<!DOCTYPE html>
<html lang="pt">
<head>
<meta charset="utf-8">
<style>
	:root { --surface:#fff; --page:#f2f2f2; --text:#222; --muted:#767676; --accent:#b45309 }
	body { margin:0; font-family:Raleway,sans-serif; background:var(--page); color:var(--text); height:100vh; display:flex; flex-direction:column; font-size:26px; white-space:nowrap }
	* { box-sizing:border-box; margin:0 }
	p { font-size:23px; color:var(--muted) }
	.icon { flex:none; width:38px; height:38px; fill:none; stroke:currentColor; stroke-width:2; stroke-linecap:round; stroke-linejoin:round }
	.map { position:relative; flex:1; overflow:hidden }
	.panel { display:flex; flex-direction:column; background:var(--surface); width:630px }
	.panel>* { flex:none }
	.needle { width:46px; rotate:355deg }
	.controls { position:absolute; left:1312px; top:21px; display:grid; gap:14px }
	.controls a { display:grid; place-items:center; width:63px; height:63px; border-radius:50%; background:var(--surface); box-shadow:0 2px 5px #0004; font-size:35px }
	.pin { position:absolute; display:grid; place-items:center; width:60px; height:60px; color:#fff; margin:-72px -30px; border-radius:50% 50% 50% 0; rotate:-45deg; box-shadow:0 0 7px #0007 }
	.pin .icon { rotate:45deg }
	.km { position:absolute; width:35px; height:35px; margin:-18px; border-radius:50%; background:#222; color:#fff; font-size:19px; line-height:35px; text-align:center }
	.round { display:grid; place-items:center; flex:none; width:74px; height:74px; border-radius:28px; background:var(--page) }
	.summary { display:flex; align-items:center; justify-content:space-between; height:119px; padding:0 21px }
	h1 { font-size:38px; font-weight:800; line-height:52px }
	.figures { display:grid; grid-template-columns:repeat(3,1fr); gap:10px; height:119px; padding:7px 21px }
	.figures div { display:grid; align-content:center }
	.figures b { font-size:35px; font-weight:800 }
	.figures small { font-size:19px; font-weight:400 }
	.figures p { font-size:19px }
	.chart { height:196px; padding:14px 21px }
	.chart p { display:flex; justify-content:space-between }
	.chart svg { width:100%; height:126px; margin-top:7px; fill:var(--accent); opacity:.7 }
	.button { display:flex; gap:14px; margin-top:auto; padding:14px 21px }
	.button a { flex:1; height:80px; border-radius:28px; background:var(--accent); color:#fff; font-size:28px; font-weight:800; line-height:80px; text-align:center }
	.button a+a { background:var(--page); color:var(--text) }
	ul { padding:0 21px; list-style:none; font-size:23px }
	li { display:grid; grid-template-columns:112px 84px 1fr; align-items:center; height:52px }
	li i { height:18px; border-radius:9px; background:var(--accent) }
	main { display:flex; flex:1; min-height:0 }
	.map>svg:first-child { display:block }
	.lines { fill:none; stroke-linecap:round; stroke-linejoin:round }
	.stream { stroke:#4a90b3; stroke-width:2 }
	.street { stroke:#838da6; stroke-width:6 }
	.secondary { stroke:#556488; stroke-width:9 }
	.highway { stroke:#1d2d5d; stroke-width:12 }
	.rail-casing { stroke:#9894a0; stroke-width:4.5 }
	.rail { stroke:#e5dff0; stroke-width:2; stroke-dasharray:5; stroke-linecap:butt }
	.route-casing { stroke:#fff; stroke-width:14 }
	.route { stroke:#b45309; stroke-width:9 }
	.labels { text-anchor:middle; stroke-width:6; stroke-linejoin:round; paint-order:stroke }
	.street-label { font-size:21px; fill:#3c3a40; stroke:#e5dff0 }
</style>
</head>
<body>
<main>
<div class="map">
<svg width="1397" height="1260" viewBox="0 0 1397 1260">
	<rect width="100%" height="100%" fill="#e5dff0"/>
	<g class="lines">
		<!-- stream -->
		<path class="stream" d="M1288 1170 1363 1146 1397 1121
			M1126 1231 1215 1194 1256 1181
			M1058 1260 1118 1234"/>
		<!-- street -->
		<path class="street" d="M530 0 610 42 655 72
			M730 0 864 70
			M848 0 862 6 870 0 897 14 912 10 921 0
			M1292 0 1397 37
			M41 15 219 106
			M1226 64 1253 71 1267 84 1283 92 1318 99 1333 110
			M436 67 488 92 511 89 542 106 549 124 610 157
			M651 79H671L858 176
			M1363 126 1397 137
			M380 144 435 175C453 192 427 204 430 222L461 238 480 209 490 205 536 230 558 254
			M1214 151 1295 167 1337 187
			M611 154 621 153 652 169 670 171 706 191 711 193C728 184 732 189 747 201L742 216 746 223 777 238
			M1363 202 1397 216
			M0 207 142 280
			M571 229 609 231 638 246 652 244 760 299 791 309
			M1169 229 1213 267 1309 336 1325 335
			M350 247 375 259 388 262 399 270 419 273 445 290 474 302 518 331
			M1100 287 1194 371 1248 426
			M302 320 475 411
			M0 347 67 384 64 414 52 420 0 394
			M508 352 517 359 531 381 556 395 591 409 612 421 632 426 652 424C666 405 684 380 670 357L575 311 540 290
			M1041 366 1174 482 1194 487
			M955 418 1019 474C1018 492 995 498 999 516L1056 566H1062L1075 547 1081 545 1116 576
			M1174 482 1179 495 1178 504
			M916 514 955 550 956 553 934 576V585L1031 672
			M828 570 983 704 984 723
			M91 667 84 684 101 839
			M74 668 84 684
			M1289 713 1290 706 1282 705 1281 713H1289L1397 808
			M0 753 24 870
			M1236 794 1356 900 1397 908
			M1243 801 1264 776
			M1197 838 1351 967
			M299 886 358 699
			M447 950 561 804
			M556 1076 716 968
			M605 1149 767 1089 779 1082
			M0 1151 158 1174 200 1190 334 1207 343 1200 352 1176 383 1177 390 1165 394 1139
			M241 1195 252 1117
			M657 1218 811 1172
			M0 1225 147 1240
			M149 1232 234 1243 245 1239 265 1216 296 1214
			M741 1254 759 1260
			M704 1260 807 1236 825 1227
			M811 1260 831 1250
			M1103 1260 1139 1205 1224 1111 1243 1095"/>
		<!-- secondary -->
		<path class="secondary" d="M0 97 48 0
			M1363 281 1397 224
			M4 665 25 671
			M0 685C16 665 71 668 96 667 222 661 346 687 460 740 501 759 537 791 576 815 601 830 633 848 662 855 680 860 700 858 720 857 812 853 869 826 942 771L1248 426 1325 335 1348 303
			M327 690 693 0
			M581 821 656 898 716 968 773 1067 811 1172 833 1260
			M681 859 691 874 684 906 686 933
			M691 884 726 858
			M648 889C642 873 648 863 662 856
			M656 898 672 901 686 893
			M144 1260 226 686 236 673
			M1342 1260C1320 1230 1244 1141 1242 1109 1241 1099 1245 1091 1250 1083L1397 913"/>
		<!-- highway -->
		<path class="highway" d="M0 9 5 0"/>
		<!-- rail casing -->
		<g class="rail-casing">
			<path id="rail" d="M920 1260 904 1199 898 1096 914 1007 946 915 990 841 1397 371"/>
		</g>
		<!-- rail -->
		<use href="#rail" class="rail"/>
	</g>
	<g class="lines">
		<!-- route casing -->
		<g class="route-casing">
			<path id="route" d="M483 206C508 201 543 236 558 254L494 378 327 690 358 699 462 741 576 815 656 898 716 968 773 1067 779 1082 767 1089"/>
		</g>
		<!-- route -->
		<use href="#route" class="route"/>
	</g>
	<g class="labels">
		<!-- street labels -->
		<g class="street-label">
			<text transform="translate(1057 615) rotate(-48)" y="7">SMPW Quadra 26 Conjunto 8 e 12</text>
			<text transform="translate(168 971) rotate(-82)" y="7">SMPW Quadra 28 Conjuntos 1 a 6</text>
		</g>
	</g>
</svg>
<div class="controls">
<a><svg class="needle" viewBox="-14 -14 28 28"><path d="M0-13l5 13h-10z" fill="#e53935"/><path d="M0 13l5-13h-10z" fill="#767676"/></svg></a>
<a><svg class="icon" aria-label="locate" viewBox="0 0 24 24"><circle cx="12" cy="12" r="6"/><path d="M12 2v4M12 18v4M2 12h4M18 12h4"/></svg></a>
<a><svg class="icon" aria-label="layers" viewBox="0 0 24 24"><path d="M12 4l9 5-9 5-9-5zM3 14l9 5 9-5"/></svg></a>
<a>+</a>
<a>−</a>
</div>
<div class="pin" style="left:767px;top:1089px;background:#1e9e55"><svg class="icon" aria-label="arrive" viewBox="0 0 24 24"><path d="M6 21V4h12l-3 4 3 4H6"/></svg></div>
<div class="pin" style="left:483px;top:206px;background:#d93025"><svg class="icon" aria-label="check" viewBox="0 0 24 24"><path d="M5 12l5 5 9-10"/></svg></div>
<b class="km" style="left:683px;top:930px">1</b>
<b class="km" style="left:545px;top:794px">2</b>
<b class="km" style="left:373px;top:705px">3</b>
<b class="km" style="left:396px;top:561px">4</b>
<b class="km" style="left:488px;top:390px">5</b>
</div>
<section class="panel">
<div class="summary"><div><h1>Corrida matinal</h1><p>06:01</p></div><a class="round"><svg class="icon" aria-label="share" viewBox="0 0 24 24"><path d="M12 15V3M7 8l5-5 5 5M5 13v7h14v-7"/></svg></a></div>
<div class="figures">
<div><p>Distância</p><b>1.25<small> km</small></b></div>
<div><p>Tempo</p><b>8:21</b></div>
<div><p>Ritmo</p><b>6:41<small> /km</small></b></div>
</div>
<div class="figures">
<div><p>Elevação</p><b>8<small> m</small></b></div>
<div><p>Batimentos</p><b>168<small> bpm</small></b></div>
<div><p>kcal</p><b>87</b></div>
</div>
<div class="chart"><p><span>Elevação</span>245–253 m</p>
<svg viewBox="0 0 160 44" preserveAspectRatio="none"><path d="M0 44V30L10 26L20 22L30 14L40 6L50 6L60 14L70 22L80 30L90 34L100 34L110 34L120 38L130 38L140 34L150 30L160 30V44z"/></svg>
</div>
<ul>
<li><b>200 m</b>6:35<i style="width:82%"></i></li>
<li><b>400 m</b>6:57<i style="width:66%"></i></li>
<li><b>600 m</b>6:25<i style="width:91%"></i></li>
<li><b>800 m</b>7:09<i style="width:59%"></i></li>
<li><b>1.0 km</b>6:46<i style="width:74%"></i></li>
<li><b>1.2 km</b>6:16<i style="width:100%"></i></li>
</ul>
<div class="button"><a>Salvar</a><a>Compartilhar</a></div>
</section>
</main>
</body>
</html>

● Task prompt
Transcribe, word for word, the data above from its first line through the line with "--surface:#fff; --page:#f2f2f2; --text:#222;", and include nothing else.

● Result of the exercise
<!DOCTYPE html>
<html lang="pt">
<head>
<meta charset="utf-8">
<style>
	:root { --surface:#fff; --page:#f2f2f2; --text:#222; --muted:#767676; --accent:#b45309 }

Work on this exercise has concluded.